There Are No Ghosts Here: The Ethereal New Urbanism

One of my favorite tracks by the Japanese musician Tavito Nano includes a little bit of English:

Ka Ka Ka there are no ghosts here there are no ghosts here

Everything is an illusion, Everything is an illusion, Everything is an i-l-l-u-s-i-on…

That’s kind of how I feel about New Urbanism.

Michel de Certu writes in The Practice of Everyday Life, “Haunted places are the only ones people can live in,”(108). Waxing on a Derrida riff, Zizek echos de Certeau with his comment “There is no reality without the spectre,” (Mapping Ideologies, 21).

“Reading the city” is an overused but relevant metaphor. Walking through the city is a daily reading and writing of experience. But how do we read a place when it has no history, when there are no ghosts?

That was my first thought while touring the new Diridon development project in San Jose, California. Where are the ghosts? All this space, all these buildings, but no people.

The concept of a ghost town refers to there once having been a population. Diridon is a town, but there has yet to be a population.

“Cities can exist before being built,” states French architect Roland Castro in Reidy: A Construcao da Utopia, the terribly edited documentary on the Brazilian modernist architect, Affonso Eduardo Reidy. I find Castro’s statement brilliant. It leads me to wonder if building a city can essentially create a city.

I’d argue it can not.

However, Wayne Chen, Diridon’s attractive Housing Policy Officer who bares an uncanny resemblance to Batman explains that the Diridon project will “Create a cool urban design and a cool culture that will cause people to stay in San Jose.”

At present, San Jose’s cool factor is extremely low due to the fact that it has thousands of workers, but no residents.

Although Silicon valley has a great deal to offer in terms of professional advancement, culturally savvy Googlites will inevitably feel more at home in San Francisco or Oakland and  are willing to commute long distances just to return to an urban environment that is read and written. Nevertheless, this choice presents numerous economic, social, and environmental problems for city planners.

Diridon Strategic Development Plan is essentially a New Urbanist project, and despite the plan’s good intentions, walking around the town reminds me why I’m so critical of New Urbanism.

New Urbanism promotes higher density housing,  transit-oriented development, and the elimination of boring places. However, I see no people, lots of parking space, and advertisements for $500,ooo two bedroom condos.

For example, the highlight of the project is the old Del Monte canning factory, which has been converted into an eco-friendly loft space next to the Diridon BART station.

Although the design is unquestionably cool, the building doesn’t resolve the fact that public transportation remains an alternative as opposed to a requirement. Furthermore, none of the new construction is slated as affordable. Once people start populating this town, what kind of ‘cool’ culture will be created?  Judging by the images provided in Diridon’s spring presentation workshop, it will be a culture that can support very bad public art.

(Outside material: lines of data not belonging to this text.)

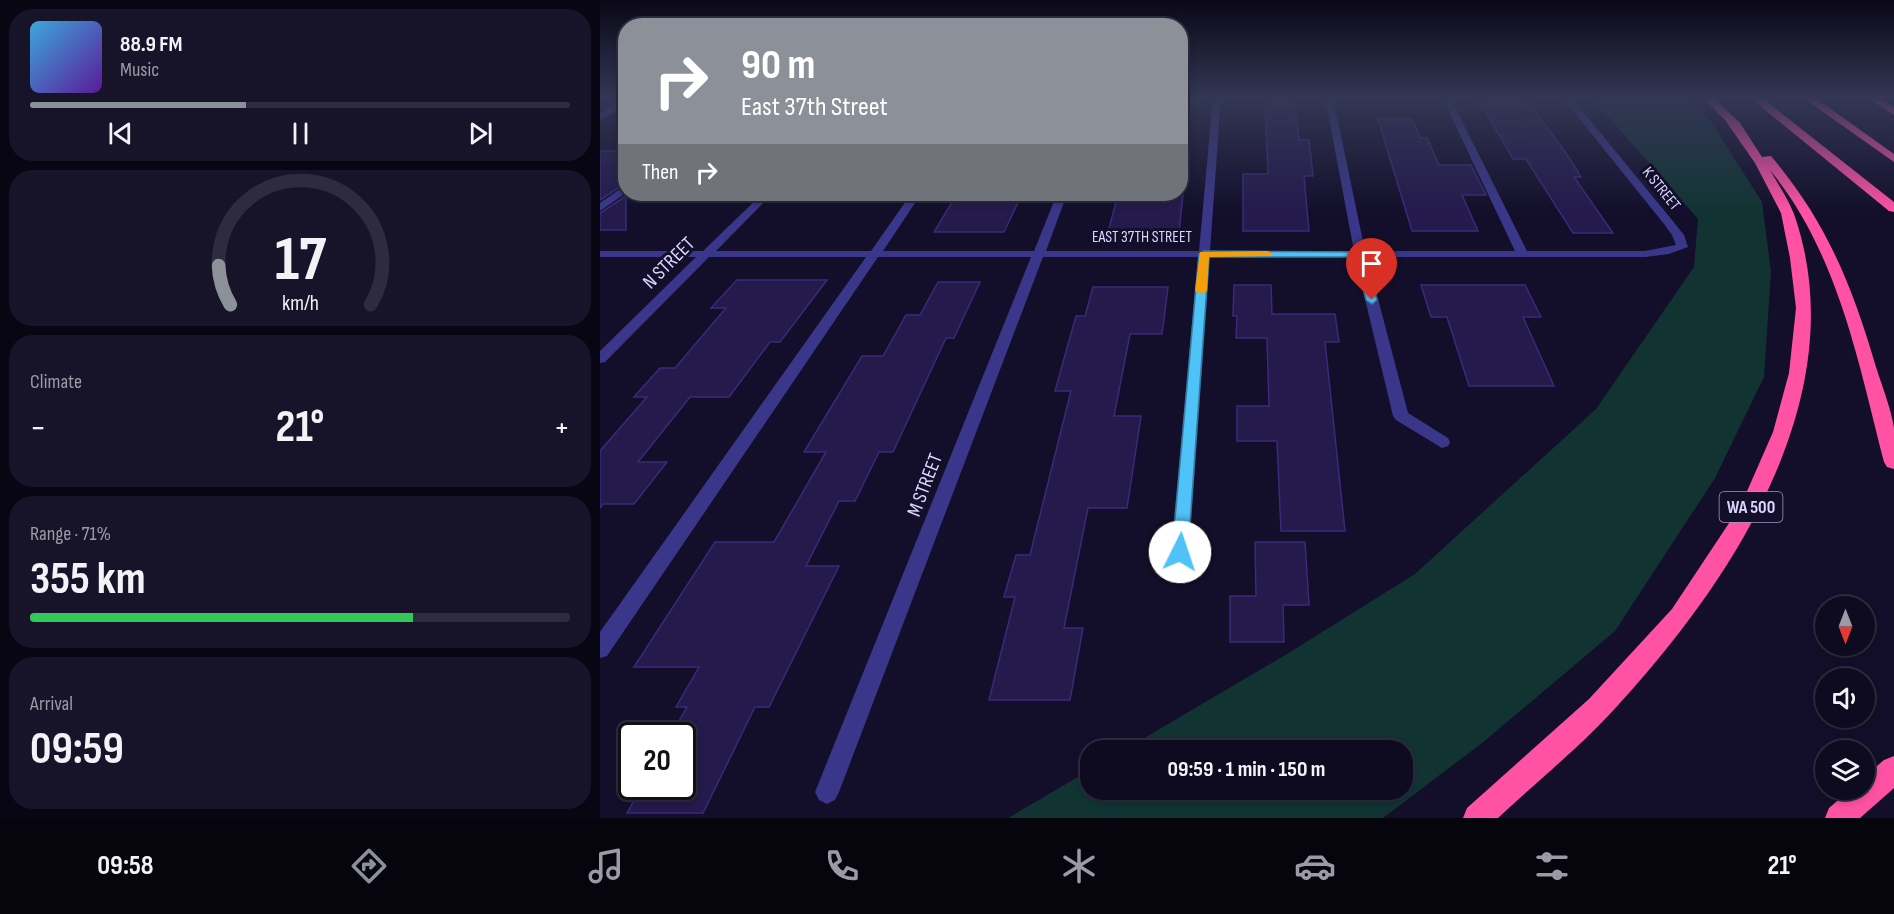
<!DOCTYPE html>
<html lang="en">
<head>
<meta charset="utf-8">
<style>
	:root { --surface:#0e0b20; --page:#171429; --text:#f1f3f6; --muted:#9b9ba5; --line:#2e2b3e; --accent:#8c9099 }
	body { margin:0; font-family:"Sofia Sans Condensed",sans-serif; background:var(--page); color:var(--text); height:100vh; display:flex; flex-direction:column; font-size:22px; white-space:nowrap }
	* { box-sizing:border-box; margin:0 }
	p { font-size:20px; color:var(--muted) }
	.icon { flex:none; width:33px; height:33px; fill:none; stroke:currentColor; stroke-width:2; stroke-linecap:round; stroke-linejoin:round }
	.map { position:relative; flex:1; overflow:hidden }
	.side { display:flex; flex-direction:column; gap:9px; padding:9px; background:#080612; width:600px }
	.side>* { flex:none }
	.guide { position:absolute; left:18px; top:18px; width:570px; height:183px; border-radius:24px; box-shadow:0 3px 9px #0003,0 0 0 2px var(--line); background:#8c9099; color:#fff; overflow:hidden }
	.needle { width:39px; rotate:180deg }
	.buttons { position:absolute; left:1215px; top:596px; display:grid; gap:12px }
	.buttons a { display:grid; place-items:center; width:60px; height:60px; border-radius:50%; background:var(--surface); box-shadow:0 3px 9px #0003,0 0 0 2px var(--line); font-size:30px }
	.speed { position:absolute; left:18px; top:722px; display:flex; gap:12px; font-size:30px; font-weight:700; text-align:center }
	.speed>* { display:grid; place-content:center; width:78px; height:78px; border-radius:50%; background:var(--surface); box-shadow:0 3px 9px #0003,0 0 0 2px var(--line); line-height:1 }
	.speed .limit { border:3px solid #111; border-radius:9px; background:#fff; color:#111 }
	.pin { position:absolute; display:grid; place-items:center; width:51px; height:51px; color:#fff; margin:-62px -26px; border-radius:50% 50% 50% 0; rotate:-45deg; box-shadow:0 0 6px #0007 }
	.pin .icon { rotate:45deg }
	.me { position:absolute; width:66px; margin:-33px; rotate:4deg; stroke-linejoin:round; filter:drop-shadow(0 0 4px #0008) }
	.turn { display:flex; align-items:center; gap:21px; height:126px; padding:0 24px; font-size:27px }
	.turn .icon { width:78px; height:78px; stroke-width:2.5 }
	.turn b { display:block; font-size:42px; line-height:51px }
	.then { display:flex; align-items:center; height:57px; padding:0 24px; background:#0003; gap:12px; font-size:22px }
	.big { font-size:45px; font-weight:700; line-height:1.1 }
	.side .widget { flex:1; display:flex; flex-direction:column; justify-content:center; gap:9px; min-width:0; padding:0 21px; border-radius:24px; background:var(--page) }
	.side .dial { align-items:center; gap:0 }
	.dial svg { height:156px; overflow:visible; fill:none; stroke:var(--line); stroke-width:7; stroke-linecap:round; text-anchor:middle }
	.dial text { fill:var(--text); stroke:none }
	.song { display:flex; align-items:center; gap:18px }
	.cover { width:72px; height:72px; border-radius:9px; background:linear-gradient(135deg,hsl(200 70% 55%),hsl(270 70% 35%)) }
	.played { height:6px; border-radius:3px; background:linear-gradient(90deg,var(--accent) 40%,var(--line) 40%) }
	.keys { display:flex; justify-content:space-around; direction:ltr }
	.heat { display:flex; justify-content:space-between; align-items:center; font-size:33px; direction:ltr }
	.charge { height:9px; border-radius:4px; background:linear-gradient(90deg,#34c759 71%,var(--line) 0) }
	.trip { position:absolute; left:480px; top:740px; width:333px; height:60px; border-radius:24px; background:var(--surface); box-shadow:0 3px 9px #0003,0 0 0 2px var(--line); font-weight:700; line-height:60px; text-align:center }
	.tab-bar { display:flex; height:96px; justify-content:space-around; align-items:center; background:#06040d; color:var(--muted) }
	.tab-bar .icon { width:42px; height:42px }
	.tab-bar .current { color:var(--accent) }
	.tab-bar b { font-size:27px; color:var(--text) }
	main { display:flex; flex:1; min-height:0 }
	.map>svg:first-child { display:block }
	.green { fill:#113433 }
	.building { fill:#241a4c; stroke:#3a2a79; stroke-width:1.5 }
	.lines { fill:none; stroke-linecap:round; stroke-linejoin:round }
	.minor { fill:#3a378b; fill-rule:evenodd }
	.highway { fill:#ff52a5; fill-rule:evenodd }
	.route { fill:#4fc3f7; stroke:#337fa1; stroke-width:1.5 }
	.slow { fill:#f59e0b }
	.labels { text-anchor:middle; dominant-baseline:central; stroke-width:6; stroke-linejoin:round; paint-order:stroke }
	.far-street-label { font-size:16px; fill:#dcd7ff; stroke:#130f2a }
	.shield { fill:#130f2a; stroke:#a09bbf; stroke-width:1.5 }
	.shield-label { font-size:18px; font-weight:bold; fill:#dcd7ff }
	.street-label { font-size:20px; fill:#dcd7ff; stroke:#130f2a }
</style>
</head>
<body>
<main>
<section class="side">
<div class="widget">
<div class="song"><i class="cover"></i><div><b>88.9 FM</b><p>Music</p></div></div>
<div class="played"></div>
<div class="keys"><svg class="icon" aria-label="previous" viewBox="0 0 24 24"><path d="M18 5L8 12l10 7zM5 5v14"/></svg><svg class="icon" aria-label="pause" viewBox="0 0 24 24"><path d="M8 5v14M16 5v14"/></svg><svg class="icon" aria-label="next" viewBox="0 0 24 24"><path d="M6 5l10 7-10 7zM19 5v14"/></svg></div>
</div>
<div class="widget dial"><svg viewBox="0 0 100 80">
<path d="M14 69A42 42 0 1 1 86 69"/>
<path d="M14 69A42 42 0 0 1 8 49" stroke="#8c9099"/>
<text x="50" y="56" font-size="32" font-weight="700">17</text>
<text x="50" y="72" font-size="11">km/h</text>
</svg></div>
<div class="widget"><p>Climate</p>
<div class="heat"><a>−</a><b class="big">21°</b><a>+</a></div>
</div>
<div class="widget"><p>Range · 71%</p><b class="big">355 km</b><div class="charge"></div></div>
<div class="widget"><p>Arrival</p><b class="big">09:59</b></div>
</section>
<div class="map">
<svg width="1294" height="818" viewBox="0 0 1294 818">
	<rect width="100%" height="100%" fill="#130f2a"/>
	<path class="green" d="M 991,97 L 1085,97 L 1111,122 L 1162,202 L 1171,272 L 1164,377 L 1115,478 L 1015,631 L 882,743 L 783,818 L 408,818 L 490,770 L 490,789 L 802,789 L 802,750 L 524,750 L 687,654 L 815,574 L 996,409 L 1094,267 L 1098,219 Z"/>
	<path class="building" d="M 665,97 L 694,97 L 699,140 L 709,140 L 713,176 L 704,176 L 709,231 L 643,231 L 643,174 L 668,174 Z
		M 877,97 L 925,97 L 970,159 L 981,177 L 974,177 L 1013,233 L 973,233 L 926,159 L 913,159 Z
		M 778,119 L 812,119 L 820,138 L 827,138 L 839,165 L 871,165 L 886,195 L 862,195 L 878,231 L 812,231 Z
		M 0,151 L 26,151 L 26,183 L 0,200 Z
		M 357,194 L 422,194 L 404,232 L 334,232 Z
		M 518,194 L 583,194 L 579,232 L 508,232 Z
		M 26,196 L 26,230 L 0,230 L 0,213 Z
		M 137,280 L 227,280 L 180,342 L 170,342 L 129,397 L 90,397 L 38,462 L 67,462 L 34,504 L 3,504 L 0,508 L 0,451 L 47,397 L 34,397 L 60,368 L 75,368 L 126,308 L 111,308 Z
		M 338,282 L 380,282 L 354,338 L 346,338 L 293,452 L 279,452 L 255,501 L 239,501 L 206,566 L 239,566 L 169,707 L 155,707 L 103,813 L 27,813 L 42,786 L 82,786 L 82,735 L 71,735 L 87,707 L 76,707 L 99,667 L 34,667 L 115,542 L 174,542 L 226,452 L 204,452 L 262,356 L 283,356 L 306,315 L 320,315 Z
		M 634,285 L 671,285 L 672,314 L 735,314 L 739,342 L 725,342 L 745,531 L 681,531 L 677,441 L 637,441 L 637,406 L 669,406 L 667,338 L 636,338 L 637,316 L 633,316 Z
		M 821,285 L 925,285 L 941,317 L 923,317 L 954,386 L 869,386 L 847,317 L 831,317 Z
		M 493,287 L 568,287 L 562,334 L 530,334 L 514,416 L 541,416 L 527,508 L 488,508 L 464,628 L 483,628 L 470,700 L 389,700 L 415,597 L 404,597 L 416,555 L 430,555 L 471,391 L 455,391 L 476,316 L 485,316 Z
		M 655,542 L 705,542 L 709,605 L 683,605 L 684,642 L 630,642 L 630,596 L 656,596 Z"/>
	<g class="lines">
		<path class="minor" d="M 613,97 L 621,97 L 610,251 L 754,251 L 725,97 L 733,97 L 765,251 L 915,251 L 842,97 L 850,97 L 927,251 L 1045,251 L 1076,245 L 1072,235 L 1064,224 L 962,97 L 971,97 L 1072,220 L 1084,235 L 1088,247 L 1069,254 L 1045,257 L 767,257 L 808,413 L 848,438 L 850,442 L 848,446 L 842,448 L 796,420 L 793,416 L 755,257 L 610,257 L 589,552 L 586,557 L 580,560 L 574,557 L 571,552 L 598,257 L 443,257 L 239,792 L 235,800 L 227,804 L 219,800 L 215,792 L 431,257 L 278,257 L 7,656 L 0,658 L 0,632 L 266,257 L 109,257 L 5,362 L 0,363 L 0,351 L 96,257 L 0,257 L 0,251 L 103,251 L 162,194 L 172,194 L 116,251 L 271,251 L 311,194 L 321,194 L 283,251 L 434,251 L 457,194 L 467,194 L 446,251 L 599,251 Z
			M 26,99 L 26,105 L 0,120 L 0,113 Z
			M 26,185 L 26,193 L 0,211 L 0,203 Z"/>
		<path class="highway" d="M 1102,97 L 1113,97 L 1140,123 L 1162,157 L 1171,156 C 1226,221 1252,285 1276,367 C 1282,386 1291,408 1294,428 C 1294,441 1294,456 1294,469 L 1287,467 L 1284,462 C 1258,361 1238,253 1170,170 C 1178,184 1188,199 1194,214 C 1258,397 1128,588 1008,716 C 974,752 934,784 898,818 L 863,818 L 867,808 L 989,699 L 1072,609 L 1141,505 L 1173,432 L 1189,373 L 1196,308 L 1190,258 L 1181,213 L 1155,163 L 1125,120 Z
			M 1149,97 L 1161,97 L 1294,202 L 1294,212 L 1289,211 Z
			M 1202,97 L 1214,97 L 1294,154 L 1294,162 Z
			M 1266,97 L 1278,97 L 1294,107 L 1294,115 Z
			M 1294,756 L 1294,788 L 1260,818 L 1225,818 L 1229,808 L 1251,789 L 1264,789 L 1264,777 L 1284,760 Z"/>
	</g>
	<linearGradient id="sky" x2="0" y2="1"><stop stop-color="#0a0817"/><stop offset="0.46" stop-color="#333755"/><stop offset="1" stop-color="#333755" stop-opacity="0"/></linearGradient>
	<rect width="1294" height="212" fill="url(#sky)"/>
	<path class="route" d="M 604,251 L 764,252 L 777,300 L 772,304 L 766,300 L 755,257 L 609,257 L 588,552 L 586,557 L 580,559 L 574,557 L 572,552 L 599,254 Z"/>
	<path class="slow" d="M 668,251 L 673,254 L 671,256 L 609,257 L 607,291 L 601,294 L 595,291 L 600,252 Z"/>
	<g class="labels">
		<g class="far-street-label">
			<text transform="translate(1061 189) rotate(51)">K STREET</text>
			<text x="542" y="237">EAST 37TH STREET</text>
		</g>
		<rect class="shield" x="1119.5" y="492" width="63" height="30" rx="4.5"/>
		<g class="shield-label">
			<text x="1151" y="507">WA 500</text>
		</g>
		<g class="street-label">
			<text transform="translate(69 263) rotate(-45)">N STREET</text>
			<text transform="translate(325 485) rotate(-69)">M STREET</text>
		</g>
	</g>
</svg>
<div class="buttons">
<a><svg class="needle" viewBox="-14 -14 28 28"><path d="M0-13l5 13h-10z" fill="#e53935"/><path d="M0 13l5-13h-10z" fill="#9b9ba5"/></svg></a>
<a><svg class="icon" aria-label="sound" viewBox="0 0 24 24"><path d="M4 9h4l5-4v14l-5-4H4zM17 9q2 3 0 6"/></svg></a>
<a><svg class="icon" aria-label="layers" viewBox="0 0 24 24"><path d="M12 4l9 5-9 5-9-5zM3 14l9 5 9-5"/></svg></a>
</div>
<div class="speed"><div class="limit">20</div></div>
<div class="pin" style="left:772px;top:300px;background:#d93025"><svg class="icon" aria-label="arrive" viewBox="0 0 24 24"><path d="M6 21V4h12l-3 4 3 4H6"/></svg></div>
<svg class="me" style="left:580px;top:552px" viewBox="-20 -20 40 40"><circle r="19" fill="#fff"/><path d="M0-13L10 11 0 6-10 11z" fill="#4fc3f7"/></svg>
<div class="trip">09:59 · 1 min · 150 m</div>
<div class="guide">
<div class="turn"><svg class="icon" aria-label="right" viewBox="0 0 24 24"><path d="M7 20v-9h11M14 6l5 5-5 5"/></svg><div><b>90 m</b>East 37th Street</div></div>
<div class="then">Then<svg class="icon" aria-label="right" viewBox="0 0 24 24"><path d="M7 20v-9h11M14 6l5 5-5 5"/></svg></div>
</div>
</div>
</main>
<nav class="tab-bar">
<b>09:58</b>
<svg class="icon current" aria-label="directions" viewBox="0 0 24 24"><path d="M12 3l9 9-9 9-9-9zM9 14v-3h6M13 9l2 2-2 2"/></svg>
<svg class="icon" aria-label="music" viewBox="0 0 24 24"><path d="M9 18V5l10-2v13"/><circle cx="6" cy="18" r="3"/><circle cx="16" cy="16" r="3"/></svg>
<svg class="icon" aria-label="phone" viewBox="0 0 24 24"><path d="M5 4h4l2 5-3 2q2 4 5 5l2-3 5 2v4C11 20 4 13 5 4z"/></svg>
<svg class="icon" aria-label="climate" viewBox="0 0 24 24"><path d="M12 3v18M4 7l16 10M4 17L20 7"/></svg>
<svg class="icon" aria-label="car" viewBox="0 0 24 24"><path d="M5 17H2v-5l4-1 3-4h7l3 4 3 1v5h-3M9 17h6M6 11h13"/><circle cx="7" cy="17" r="2"/><circle cx="17" cy="17" r="2"/></svg>
<svg class="icon" aria-label="filters" viewBox="0 0 24 24"><path d="M4 7h16M4 17h16"/><circle cx="9" cy="7" r="2"/><circle cx="15" cy="17" r="2"/></svg>
<b>21°</b>
</nav>
</body>
</html>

Returning to that documentary on Reidy, I’d like to point out that Reidy’s main inspiration was Le Corbusier, a man who believed that a new social order–the very thing needed in society–required the city be cleared of all traces of memory and history. He writes:

On the day when contemporary society, at present so sick, has become properly aware that only architecture and city planning can provide the exact prescription for its ills, then the time will have come for the great machine to be put in motion.

Should I find it ironic that Reidy fought against the Rio de Janeiro 1971 government policy of “demolish to build!” yet also supported Le Corbusier’s erasure of history?

I should. And, I should love that irony.

Reidy’s Pedrgulho public housing project remains one of my favorite examples modernist architecture, and the disconnect between abstract utopia, concrete utopia, and urban planning.

I can accept the contradictory nature of Reidy’s love for both Le Corbusier and a socially egalitarian, historically rich Rio de Janeiro because  I know the urban environment is itself a contradiction. The utopian efforts of architects and planners to prepare a built environment for people will inevitably fail. Either people populate the newly constructed built environment and inevitably disrupt the rational vision, or new construction comes and imposes rational order on an organic social chaos.

At present, there are no ghosts in Diridon. But Wayne Chen’s partner Henry Servin tells us that, in the future, “there will be a lot of cool coffee shops.”

While a certain level of abstract utopia is needed in order to imagine the future environment (i.e. ‘cool coffee shops’), as soon as that vision is named, it transitions from the realm of the abstract to the realm of the concrete.

Meanwhile, I am distrustful of anything that attempts to name something not yet in existence. De Certeau and I will continue to live in haunted places and avoid the illusion of a reality with no spectre–even if it means sacrificing cool coffee shops.